Source material Block Start
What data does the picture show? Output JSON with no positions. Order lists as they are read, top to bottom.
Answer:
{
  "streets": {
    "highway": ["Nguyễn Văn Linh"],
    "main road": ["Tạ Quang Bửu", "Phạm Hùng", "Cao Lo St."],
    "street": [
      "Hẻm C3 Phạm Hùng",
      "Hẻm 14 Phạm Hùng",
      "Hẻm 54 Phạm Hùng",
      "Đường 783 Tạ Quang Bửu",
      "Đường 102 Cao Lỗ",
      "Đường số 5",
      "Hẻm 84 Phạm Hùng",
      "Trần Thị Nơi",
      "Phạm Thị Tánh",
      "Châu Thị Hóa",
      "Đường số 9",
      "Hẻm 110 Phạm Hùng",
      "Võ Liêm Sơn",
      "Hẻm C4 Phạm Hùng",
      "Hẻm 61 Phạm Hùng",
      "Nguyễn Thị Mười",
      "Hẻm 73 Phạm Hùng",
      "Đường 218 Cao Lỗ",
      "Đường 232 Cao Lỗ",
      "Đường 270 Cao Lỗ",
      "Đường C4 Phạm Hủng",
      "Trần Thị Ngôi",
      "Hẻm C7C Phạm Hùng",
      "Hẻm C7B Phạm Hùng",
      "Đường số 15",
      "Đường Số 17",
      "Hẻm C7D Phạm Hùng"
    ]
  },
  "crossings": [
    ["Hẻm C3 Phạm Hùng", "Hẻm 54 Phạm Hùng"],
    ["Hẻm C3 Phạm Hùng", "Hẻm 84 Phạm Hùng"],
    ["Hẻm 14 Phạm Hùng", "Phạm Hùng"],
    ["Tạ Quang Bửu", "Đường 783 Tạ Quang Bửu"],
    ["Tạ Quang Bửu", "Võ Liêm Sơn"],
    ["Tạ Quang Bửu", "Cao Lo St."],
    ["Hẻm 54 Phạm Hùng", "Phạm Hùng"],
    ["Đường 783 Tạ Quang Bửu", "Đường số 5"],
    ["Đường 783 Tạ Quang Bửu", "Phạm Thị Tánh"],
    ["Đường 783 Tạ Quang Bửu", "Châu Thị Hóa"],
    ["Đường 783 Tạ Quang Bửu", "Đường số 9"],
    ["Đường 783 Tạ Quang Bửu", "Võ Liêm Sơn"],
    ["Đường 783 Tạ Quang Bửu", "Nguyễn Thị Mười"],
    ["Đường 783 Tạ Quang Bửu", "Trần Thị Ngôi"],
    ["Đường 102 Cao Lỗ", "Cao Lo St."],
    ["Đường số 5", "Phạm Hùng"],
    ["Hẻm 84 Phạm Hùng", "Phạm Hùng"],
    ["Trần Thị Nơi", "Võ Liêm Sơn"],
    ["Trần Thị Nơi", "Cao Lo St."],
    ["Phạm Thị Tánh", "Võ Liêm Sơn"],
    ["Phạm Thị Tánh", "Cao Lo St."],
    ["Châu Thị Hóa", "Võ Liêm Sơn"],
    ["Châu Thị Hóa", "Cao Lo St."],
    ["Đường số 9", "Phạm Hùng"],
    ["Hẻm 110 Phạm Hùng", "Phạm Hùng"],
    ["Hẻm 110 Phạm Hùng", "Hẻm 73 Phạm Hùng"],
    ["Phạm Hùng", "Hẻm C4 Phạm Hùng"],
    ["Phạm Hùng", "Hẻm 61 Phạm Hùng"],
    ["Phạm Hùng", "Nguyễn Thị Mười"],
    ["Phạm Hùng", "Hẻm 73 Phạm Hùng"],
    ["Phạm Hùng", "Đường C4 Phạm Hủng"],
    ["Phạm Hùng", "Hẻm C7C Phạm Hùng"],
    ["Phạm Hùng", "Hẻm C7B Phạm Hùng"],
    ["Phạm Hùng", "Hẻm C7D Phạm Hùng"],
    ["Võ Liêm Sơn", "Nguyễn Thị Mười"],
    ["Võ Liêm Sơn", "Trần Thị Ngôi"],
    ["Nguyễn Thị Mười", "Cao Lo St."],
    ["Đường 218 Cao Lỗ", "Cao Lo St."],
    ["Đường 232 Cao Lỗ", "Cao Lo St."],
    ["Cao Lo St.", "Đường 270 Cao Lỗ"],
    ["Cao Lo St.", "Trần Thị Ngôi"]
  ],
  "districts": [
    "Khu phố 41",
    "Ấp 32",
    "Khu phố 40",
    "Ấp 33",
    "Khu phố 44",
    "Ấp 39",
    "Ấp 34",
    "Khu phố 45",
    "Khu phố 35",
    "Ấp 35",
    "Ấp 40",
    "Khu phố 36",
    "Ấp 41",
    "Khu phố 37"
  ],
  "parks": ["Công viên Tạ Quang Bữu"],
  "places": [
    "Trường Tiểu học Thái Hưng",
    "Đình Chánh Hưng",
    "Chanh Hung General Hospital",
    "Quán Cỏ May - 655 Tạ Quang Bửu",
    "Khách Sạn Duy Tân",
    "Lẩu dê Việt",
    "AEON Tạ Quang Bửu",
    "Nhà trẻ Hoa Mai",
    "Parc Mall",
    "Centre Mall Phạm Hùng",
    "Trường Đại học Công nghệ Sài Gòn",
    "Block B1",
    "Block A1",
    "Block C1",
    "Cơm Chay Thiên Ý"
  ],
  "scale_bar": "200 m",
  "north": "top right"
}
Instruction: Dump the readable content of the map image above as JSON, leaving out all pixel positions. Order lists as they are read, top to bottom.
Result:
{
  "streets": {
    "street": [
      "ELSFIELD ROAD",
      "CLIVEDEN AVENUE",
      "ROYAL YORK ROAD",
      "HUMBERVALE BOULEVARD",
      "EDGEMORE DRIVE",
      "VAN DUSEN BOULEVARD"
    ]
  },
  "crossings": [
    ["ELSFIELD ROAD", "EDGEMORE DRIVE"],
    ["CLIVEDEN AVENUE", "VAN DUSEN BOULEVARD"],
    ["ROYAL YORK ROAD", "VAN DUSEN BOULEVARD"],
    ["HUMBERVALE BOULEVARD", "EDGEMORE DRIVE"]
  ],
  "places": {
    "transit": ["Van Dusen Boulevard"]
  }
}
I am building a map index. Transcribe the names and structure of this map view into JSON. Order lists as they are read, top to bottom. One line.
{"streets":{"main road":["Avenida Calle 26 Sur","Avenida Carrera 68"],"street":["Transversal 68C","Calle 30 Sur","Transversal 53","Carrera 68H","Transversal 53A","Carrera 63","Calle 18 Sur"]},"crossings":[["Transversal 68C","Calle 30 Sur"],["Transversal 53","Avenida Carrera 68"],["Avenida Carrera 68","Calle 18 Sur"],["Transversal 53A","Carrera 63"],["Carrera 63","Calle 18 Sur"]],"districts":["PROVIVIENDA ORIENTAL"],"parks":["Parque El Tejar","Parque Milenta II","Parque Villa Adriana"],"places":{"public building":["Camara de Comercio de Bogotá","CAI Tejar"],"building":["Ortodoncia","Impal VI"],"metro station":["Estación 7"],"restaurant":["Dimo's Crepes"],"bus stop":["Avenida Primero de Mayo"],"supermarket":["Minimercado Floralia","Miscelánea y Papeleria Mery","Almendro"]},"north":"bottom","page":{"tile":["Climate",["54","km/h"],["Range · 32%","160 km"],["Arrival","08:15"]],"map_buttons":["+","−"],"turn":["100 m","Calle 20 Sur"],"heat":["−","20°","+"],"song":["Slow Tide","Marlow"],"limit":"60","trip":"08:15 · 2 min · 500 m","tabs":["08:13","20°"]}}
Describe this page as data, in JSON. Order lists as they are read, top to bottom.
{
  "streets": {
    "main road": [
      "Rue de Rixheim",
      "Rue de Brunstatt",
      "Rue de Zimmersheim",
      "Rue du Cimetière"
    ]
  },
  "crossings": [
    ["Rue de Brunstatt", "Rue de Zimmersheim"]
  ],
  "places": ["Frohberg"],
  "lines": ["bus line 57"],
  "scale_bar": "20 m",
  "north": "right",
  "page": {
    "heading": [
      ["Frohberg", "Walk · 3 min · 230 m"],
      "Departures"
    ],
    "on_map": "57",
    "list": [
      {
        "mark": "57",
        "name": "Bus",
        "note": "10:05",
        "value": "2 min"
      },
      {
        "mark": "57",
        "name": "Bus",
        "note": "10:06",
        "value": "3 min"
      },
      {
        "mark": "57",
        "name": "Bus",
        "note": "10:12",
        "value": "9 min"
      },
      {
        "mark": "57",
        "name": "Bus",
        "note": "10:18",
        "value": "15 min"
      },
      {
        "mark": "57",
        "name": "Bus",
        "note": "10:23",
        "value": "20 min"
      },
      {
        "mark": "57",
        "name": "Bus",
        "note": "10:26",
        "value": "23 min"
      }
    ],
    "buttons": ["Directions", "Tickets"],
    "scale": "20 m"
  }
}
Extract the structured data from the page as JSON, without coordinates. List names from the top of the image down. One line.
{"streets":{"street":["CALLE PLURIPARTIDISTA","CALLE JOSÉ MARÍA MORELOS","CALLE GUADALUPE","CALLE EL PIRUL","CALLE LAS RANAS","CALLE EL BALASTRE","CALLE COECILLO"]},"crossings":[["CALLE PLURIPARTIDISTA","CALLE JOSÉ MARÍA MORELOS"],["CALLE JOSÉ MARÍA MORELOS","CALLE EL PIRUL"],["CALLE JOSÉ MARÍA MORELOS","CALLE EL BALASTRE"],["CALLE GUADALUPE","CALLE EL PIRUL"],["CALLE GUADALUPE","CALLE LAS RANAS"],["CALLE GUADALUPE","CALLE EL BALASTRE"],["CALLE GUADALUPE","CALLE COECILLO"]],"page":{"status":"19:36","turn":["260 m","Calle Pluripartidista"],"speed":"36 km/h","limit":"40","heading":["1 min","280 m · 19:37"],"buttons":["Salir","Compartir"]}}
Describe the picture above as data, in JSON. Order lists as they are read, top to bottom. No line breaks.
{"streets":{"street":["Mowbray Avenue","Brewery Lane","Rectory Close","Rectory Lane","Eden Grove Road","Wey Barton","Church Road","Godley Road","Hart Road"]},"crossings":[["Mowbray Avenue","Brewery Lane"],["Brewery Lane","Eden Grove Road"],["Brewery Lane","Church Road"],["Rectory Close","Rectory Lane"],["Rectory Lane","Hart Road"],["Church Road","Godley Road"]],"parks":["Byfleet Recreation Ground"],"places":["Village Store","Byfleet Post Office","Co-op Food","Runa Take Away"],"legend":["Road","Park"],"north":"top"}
Source material Block End
Show, from the entries above, every line that includes the string "data".

_Problem solution_
What data does the picture show? Output JSON with no positions. Order lists as they are read, top to bottom.
Describe this page as data, in JSON. Order lists as they are read, top to bottom.
Extract the structured data from the page as JSON, without coordinates. List names from the top of the image down. One line.
Describe the picture above as data, in JSON. Order lists as they are read, top to bottom. No line breaks.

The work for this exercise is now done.